National Park Service spotlights Barton Heights

A new National Park Service website spotlights Richmond as a historic destination, and includes detailed profiles of a number of North Richmond neighborhoods — including the Barton Heights community. Here’s a snippet; visit the site for more:
Barton Heights Cemeteries are six contiguous burial grounds that African American churches and fraternal organizations established beginning in 1815. The six cemeteries are Cedarwood (originally Phoenix Cemetery), Union Mechanics (formerly Union Burial Ground), Methodist, Ebenezer, Sons and Daughters of Ham, and Sycamore. Together they are important reflections of what African Americans achieved in establishing cemeteries for their own. Burial societies helped establish the cemeteries offering death benefits, the most basic of insurance. These burial societies were the precursors of the benevolent organizations and fraternal orders and the black insurance companies of the later 19th and early 20th centuries. The Barton Heights Cemeteries are the final resting place of prominent African Americans in the city.

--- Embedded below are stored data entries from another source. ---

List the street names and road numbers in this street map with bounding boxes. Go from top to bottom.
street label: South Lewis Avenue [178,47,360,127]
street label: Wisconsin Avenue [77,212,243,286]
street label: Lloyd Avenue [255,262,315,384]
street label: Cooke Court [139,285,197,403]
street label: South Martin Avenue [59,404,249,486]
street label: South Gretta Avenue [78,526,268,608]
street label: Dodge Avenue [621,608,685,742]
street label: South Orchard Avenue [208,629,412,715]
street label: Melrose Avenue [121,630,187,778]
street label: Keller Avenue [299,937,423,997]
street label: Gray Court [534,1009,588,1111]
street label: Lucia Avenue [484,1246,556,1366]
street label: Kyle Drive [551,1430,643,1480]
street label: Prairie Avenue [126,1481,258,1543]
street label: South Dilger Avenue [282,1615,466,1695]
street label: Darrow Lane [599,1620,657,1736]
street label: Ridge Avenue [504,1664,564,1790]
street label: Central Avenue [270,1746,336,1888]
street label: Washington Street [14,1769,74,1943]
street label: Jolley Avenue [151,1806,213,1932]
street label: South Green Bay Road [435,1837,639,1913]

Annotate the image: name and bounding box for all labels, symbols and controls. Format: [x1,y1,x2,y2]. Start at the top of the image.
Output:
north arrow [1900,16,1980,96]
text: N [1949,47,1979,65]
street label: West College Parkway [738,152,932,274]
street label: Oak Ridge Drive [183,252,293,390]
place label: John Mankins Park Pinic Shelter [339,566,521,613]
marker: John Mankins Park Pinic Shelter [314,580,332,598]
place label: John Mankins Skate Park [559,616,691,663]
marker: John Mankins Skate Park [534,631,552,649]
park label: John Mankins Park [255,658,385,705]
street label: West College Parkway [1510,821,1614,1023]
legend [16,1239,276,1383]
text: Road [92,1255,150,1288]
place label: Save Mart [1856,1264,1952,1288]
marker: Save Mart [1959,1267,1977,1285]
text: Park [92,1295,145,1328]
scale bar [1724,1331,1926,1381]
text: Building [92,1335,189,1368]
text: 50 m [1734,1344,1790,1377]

I attended the dedication of the National Park Service dedication of the marker commemorating the Barton Heights Cemeteries in 1998, and was one of the speakers representing the now defunct A.D. Price Funeral Home. I am perhaps the last licensed mortician who actually worked with A.D.Price Jr, having served my internship under him.This funeral home laid to rest many prominent African Americans in these cemeteries. I had the distinct opportunity to talk with many of the funeral directors who served (later interments) in theses hallowed grounds.